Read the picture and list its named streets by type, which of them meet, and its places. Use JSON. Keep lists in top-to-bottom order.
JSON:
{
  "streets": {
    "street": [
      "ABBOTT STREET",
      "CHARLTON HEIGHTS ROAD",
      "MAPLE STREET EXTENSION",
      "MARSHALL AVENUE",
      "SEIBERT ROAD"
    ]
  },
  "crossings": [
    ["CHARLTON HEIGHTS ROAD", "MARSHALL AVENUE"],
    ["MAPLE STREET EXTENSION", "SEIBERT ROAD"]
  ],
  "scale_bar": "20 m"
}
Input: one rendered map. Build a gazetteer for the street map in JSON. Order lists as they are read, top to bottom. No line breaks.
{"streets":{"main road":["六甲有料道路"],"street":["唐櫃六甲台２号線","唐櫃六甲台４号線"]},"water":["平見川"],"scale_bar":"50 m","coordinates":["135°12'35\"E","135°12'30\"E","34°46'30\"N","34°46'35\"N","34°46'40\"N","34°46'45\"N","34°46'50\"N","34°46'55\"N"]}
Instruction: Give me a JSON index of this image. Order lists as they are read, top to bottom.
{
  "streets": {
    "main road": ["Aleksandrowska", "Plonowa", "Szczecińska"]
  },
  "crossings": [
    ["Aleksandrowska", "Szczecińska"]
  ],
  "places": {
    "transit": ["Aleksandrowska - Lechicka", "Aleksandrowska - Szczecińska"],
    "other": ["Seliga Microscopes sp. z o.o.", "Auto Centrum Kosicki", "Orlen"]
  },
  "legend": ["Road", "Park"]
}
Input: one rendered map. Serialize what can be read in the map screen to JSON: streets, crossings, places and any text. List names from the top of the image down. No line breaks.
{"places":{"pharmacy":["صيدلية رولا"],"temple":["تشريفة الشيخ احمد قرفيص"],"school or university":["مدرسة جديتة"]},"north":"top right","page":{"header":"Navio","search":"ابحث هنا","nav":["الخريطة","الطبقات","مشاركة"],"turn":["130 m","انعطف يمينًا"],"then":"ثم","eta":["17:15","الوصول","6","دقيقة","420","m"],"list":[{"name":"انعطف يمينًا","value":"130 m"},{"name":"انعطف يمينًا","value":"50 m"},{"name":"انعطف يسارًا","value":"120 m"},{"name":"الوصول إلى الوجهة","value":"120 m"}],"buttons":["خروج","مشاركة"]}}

----------------

ABOUT THIS EXERCISE >> Quote all of the entries verbatim.

RESPONSE BELOW >>
Read the picture and list its named streets by type, which of them meet, and its places. Use JSON. Keep lists in top-to-bottom order.
JSON:
{
  "streets": {
    "street": [
      "ABBOTT STREET",
      "CHARLTON HEIGHTS ROAD",
      "MAPLE STREET EXTENSION",
      "MARSHALL AVENUE",
      "SEIBERT ROAD"
    ]
  },
  "crossings": [
    ["CHARLTON HEIGHTS ROAD", "MARSHALL AVENUE"],
    ["MAPLE STREET EXTENSION", "SEIBERT ROAD"]
  ],
  "scale_bar": "20 m"
}
Input: one rendered map. Build a gazetteer for the street map in JSON. Order lists as they are read, top to bottom. No line breaks.
{"streets":{"main road":["六甲有料道路"],"street":["唐櫃六甲台２号線","唐櫃六甲台４号線"]},"water":["平見川"],"scale_bar":"50 m","coordinates":["135°12'35\"E","135°12'30\"E","34°46'30\"N","34°46'35\"N","34°46'40\"N","34°46'45\"N","34°46'50\"N","34°46'55\"N"]}
Instruction: Give me a JSON index of this image. Order lists as they are read, top to bottom.
{
  "streets": {
    "main road": ["Aleksandrowska", "Plonowa", "Szczecińska"]
  },
  "crossings": [
    ["Aleksandrowska", "Szczecińska"]
  ],
  "places": {
    "transit": ["Aleksandrowska - Lechicka", "Aleksandrowska - Szczecińska"],
    "other": ["Seliga Microscopes sp. z o.o.", "Auto Centrum Kosicki", "Orlen"]
  },
  "legend": ["Road", "Park"]
}
Input: one rendered map. Serialize what can be read in the map screen to JSON: streets, crossings, places and any text. List names from the top of the image down. No line breaks.
{"places":{"pharmacy":["صيدلية رولا"],"temple":["تشريفة الشيخ احمد قرفيص"],"school or university":["مدرسة جديتة"]},"north":"top right","page":{"header":"Navio","search":"ابحث هنا","nav":["الخريطة","الطبقات","مشاركة"],"turn":["130 m","انعطف يمينًا"],"then":"ثم","eta":["17:15","الوصول","6","دقيقة","420","m"],"list":[{"name":"انعطف يمينًا","value":"130 m"},{"name":"انعطف يمينًا","value":"50 m"},{"name":"انعطف يسارًا","value":"120 m"},{"name":"الوصول إلى الوجهة","value":"120 m"}],"buttons":["خروج","مشاركة"]}}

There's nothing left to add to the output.